Which lines of the data hold the word "canvas"? Copy all of them.

Entries shown -
★ ★ ★ ★

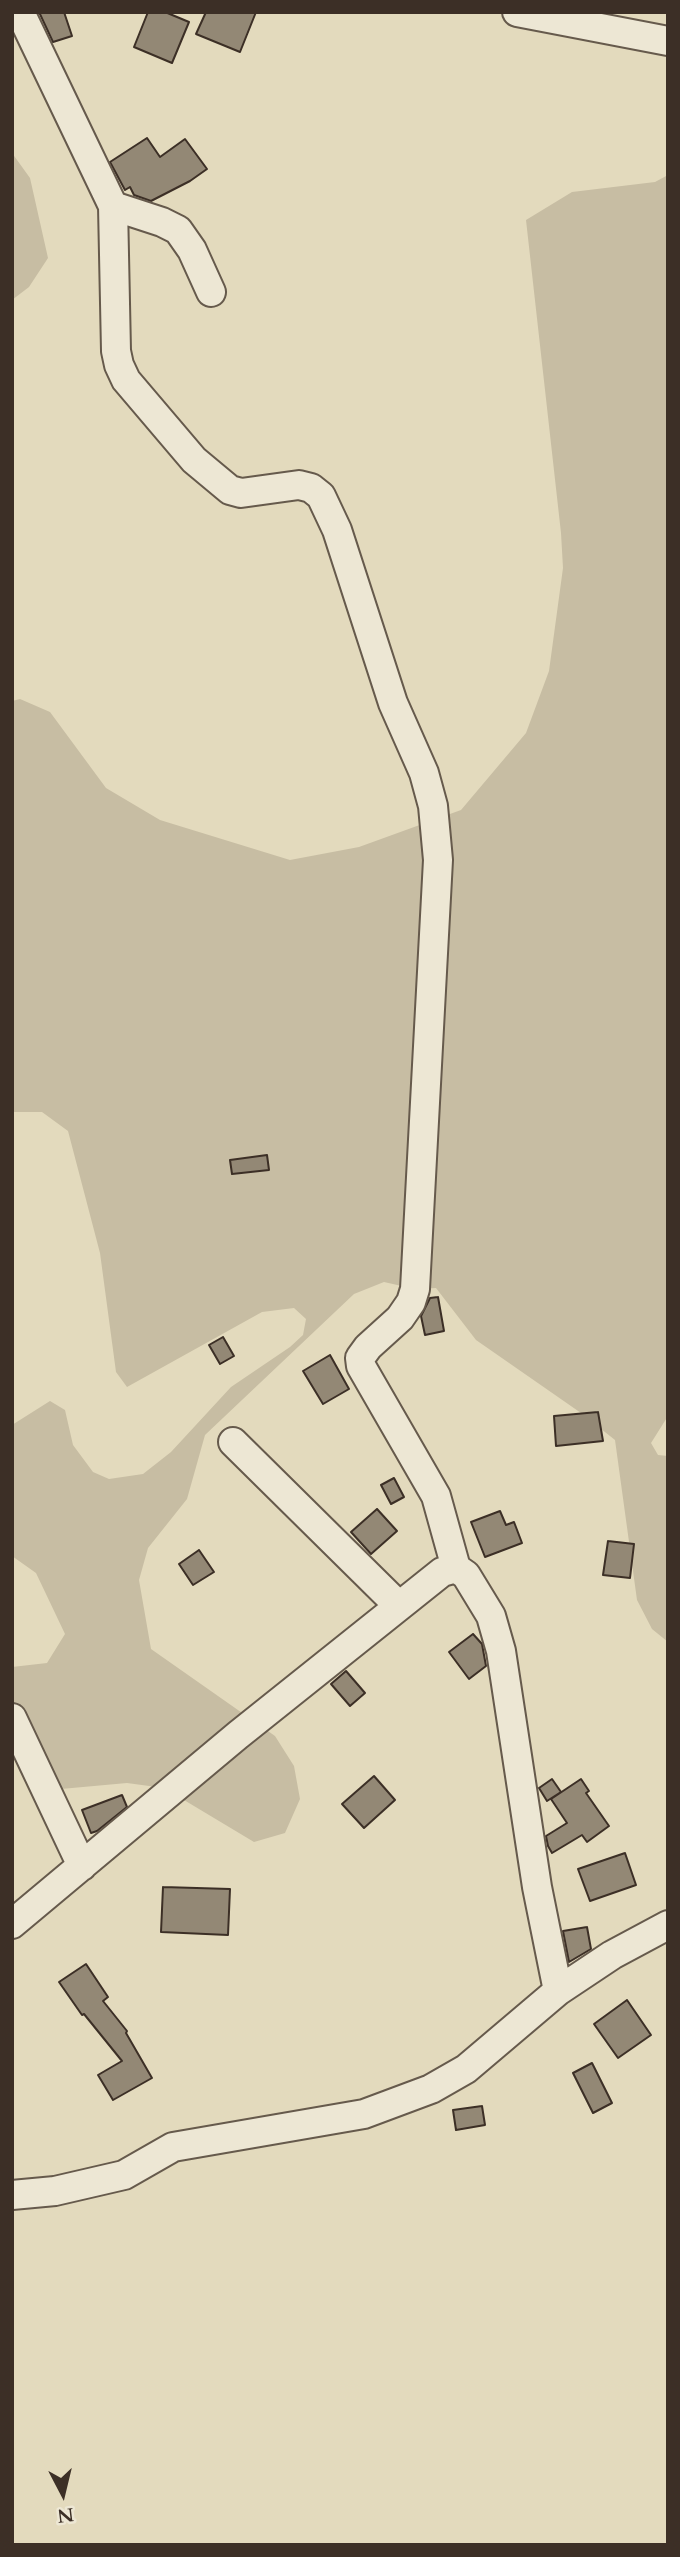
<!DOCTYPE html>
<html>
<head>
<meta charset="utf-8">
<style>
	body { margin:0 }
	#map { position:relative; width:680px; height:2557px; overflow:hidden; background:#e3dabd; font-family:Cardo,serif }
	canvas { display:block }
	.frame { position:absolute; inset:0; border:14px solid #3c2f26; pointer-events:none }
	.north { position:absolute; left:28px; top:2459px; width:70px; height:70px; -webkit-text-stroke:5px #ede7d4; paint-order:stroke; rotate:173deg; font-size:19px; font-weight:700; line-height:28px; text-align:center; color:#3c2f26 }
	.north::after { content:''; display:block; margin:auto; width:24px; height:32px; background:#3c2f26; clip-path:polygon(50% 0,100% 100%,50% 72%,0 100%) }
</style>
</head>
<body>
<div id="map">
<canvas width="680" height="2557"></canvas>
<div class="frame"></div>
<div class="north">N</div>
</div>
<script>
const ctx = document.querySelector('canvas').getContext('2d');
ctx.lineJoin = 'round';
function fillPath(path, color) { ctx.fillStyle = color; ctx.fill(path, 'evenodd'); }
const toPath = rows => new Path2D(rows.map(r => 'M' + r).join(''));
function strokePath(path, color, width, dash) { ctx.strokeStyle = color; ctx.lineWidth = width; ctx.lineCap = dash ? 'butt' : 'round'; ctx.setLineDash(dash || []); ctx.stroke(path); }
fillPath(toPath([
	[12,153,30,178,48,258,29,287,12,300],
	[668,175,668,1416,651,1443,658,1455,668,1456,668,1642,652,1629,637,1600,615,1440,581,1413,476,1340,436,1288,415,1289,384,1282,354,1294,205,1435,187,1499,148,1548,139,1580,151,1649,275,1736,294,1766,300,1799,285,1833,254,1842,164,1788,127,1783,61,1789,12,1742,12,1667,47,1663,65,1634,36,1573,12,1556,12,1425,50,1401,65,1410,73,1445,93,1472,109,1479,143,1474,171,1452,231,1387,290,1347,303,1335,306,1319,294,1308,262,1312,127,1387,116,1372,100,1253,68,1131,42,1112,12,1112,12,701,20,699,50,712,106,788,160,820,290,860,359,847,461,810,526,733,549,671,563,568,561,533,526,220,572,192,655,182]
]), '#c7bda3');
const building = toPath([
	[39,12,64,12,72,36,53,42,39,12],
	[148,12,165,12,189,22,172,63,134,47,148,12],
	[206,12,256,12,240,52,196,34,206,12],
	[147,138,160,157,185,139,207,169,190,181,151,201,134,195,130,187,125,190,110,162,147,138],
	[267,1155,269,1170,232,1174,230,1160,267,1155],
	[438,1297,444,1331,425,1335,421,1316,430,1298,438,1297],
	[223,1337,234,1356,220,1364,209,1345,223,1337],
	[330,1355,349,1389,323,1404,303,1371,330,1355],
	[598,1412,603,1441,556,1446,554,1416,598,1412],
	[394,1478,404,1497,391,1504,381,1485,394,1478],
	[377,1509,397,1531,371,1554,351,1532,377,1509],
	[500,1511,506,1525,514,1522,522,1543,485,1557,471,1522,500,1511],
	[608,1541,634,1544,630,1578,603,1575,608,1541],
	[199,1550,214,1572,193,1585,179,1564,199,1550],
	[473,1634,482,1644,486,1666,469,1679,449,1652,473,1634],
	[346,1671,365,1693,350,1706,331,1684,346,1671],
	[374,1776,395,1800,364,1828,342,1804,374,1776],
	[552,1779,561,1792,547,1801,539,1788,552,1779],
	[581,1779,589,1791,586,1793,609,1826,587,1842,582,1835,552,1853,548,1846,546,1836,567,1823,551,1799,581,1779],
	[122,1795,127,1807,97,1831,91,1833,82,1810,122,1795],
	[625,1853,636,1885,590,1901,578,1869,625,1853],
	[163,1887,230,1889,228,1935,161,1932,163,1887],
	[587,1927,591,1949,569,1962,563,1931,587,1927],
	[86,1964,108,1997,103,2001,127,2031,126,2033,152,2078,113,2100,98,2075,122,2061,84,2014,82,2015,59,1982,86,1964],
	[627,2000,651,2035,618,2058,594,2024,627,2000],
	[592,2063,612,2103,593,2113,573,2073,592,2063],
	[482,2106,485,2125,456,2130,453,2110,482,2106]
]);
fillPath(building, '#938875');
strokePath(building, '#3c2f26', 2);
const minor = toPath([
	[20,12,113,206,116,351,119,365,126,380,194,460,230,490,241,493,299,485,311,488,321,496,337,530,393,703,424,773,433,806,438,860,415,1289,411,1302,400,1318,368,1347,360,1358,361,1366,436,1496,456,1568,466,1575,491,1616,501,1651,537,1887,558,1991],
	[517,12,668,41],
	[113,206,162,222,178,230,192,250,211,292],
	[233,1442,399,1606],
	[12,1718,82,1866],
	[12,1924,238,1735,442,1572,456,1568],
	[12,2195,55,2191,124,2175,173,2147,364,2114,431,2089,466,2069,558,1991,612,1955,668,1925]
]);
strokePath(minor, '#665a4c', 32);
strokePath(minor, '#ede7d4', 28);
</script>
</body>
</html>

★ ★ ★ ★

Problem solution -
	canvas { display:block }
<canvas width="680" height="2557"></canvas>
const ctx = document.querySelector('canvas').getContext('2d');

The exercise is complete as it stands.